_What to produce_
For every line of the records below that holds "Center", add one. Give only the final total.

########################################

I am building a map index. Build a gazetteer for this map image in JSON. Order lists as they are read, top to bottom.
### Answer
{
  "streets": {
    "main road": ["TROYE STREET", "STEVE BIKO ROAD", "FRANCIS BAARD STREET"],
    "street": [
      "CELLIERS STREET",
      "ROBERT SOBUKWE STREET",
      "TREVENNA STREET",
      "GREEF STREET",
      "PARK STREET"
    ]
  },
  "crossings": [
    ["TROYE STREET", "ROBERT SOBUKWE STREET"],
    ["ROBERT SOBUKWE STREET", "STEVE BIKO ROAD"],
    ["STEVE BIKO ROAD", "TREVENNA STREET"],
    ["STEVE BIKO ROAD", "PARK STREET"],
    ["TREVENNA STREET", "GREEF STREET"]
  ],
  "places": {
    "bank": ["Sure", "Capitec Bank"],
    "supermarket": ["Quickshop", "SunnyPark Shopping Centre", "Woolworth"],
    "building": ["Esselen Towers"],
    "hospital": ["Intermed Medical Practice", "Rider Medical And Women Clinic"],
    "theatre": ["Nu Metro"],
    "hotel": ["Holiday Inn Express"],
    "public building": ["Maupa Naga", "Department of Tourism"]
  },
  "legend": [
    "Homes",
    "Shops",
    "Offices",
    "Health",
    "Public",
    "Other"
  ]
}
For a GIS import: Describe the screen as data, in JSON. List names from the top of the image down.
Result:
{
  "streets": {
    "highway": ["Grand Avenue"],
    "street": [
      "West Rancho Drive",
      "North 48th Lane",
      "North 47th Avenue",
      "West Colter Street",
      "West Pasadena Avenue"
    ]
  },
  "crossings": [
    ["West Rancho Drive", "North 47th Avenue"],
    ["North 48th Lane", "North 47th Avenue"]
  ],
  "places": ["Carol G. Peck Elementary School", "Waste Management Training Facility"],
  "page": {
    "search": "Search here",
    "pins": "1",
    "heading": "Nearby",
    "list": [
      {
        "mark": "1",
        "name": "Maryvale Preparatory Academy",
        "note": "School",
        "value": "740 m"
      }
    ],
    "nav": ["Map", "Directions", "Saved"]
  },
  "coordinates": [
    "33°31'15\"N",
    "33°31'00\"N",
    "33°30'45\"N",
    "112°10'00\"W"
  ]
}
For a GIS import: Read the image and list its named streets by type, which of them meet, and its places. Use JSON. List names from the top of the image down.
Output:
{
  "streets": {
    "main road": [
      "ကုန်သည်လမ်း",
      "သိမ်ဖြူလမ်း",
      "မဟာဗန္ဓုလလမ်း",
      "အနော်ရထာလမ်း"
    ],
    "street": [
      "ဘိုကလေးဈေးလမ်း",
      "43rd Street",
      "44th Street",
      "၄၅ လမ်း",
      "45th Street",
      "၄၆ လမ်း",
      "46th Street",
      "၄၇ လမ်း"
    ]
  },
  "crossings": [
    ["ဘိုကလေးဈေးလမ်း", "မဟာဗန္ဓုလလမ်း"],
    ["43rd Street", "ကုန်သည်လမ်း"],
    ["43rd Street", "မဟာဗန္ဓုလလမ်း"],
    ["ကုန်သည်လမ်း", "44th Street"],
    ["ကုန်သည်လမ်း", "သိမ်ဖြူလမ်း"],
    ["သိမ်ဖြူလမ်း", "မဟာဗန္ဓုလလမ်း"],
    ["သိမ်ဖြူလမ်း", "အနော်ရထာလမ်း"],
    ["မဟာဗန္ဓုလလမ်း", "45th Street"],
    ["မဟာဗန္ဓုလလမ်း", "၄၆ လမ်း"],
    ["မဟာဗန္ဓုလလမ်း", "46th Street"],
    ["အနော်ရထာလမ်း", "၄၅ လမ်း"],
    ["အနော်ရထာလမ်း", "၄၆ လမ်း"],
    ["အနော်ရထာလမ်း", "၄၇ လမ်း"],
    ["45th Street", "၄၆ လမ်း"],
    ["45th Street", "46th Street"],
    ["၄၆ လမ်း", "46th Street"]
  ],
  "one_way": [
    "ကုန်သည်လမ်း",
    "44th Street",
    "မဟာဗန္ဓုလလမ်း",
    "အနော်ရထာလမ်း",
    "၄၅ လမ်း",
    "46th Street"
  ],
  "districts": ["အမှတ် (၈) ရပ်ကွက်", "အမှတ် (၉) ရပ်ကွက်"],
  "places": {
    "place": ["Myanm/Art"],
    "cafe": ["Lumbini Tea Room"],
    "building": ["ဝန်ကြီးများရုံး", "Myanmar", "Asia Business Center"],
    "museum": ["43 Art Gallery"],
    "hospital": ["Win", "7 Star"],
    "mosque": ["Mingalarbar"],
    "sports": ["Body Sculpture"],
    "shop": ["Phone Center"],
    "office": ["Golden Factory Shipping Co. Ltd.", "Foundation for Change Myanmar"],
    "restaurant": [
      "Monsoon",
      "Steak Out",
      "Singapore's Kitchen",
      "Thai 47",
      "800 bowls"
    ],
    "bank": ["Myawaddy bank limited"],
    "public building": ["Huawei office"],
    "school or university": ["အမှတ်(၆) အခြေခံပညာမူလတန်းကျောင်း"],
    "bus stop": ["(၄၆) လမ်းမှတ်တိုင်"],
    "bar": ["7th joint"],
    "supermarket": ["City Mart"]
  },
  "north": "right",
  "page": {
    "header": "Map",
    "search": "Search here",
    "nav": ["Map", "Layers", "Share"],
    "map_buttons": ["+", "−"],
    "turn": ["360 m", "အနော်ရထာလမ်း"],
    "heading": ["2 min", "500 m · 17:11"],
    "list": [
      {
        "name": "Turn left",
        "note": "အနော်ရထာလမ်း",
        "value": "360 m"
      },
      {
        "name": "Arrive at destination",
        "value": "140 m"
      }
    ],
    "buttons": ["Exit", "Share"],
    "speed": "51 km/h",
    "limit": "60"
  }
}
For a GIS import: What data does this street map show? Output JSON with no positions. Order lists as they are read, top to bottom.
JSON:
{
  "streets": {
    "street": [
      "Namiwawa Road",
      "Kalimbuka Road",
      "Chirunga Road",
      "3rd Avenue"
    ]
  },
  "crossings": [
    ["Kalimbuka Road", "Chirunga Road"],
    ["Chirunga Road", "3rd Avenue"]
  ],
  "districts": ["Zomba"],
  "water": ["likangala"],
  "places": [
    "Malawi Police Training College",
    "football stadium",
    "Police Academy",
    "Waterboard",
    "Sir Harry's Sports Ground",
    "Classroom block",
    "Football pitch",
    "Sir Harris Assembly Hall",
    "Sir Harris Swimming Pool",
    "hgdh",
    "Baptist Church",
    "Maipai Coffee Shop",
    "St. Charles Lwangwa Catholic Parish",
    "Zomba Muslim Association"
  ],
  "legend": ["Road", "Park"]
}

########################################

_Written solution_
2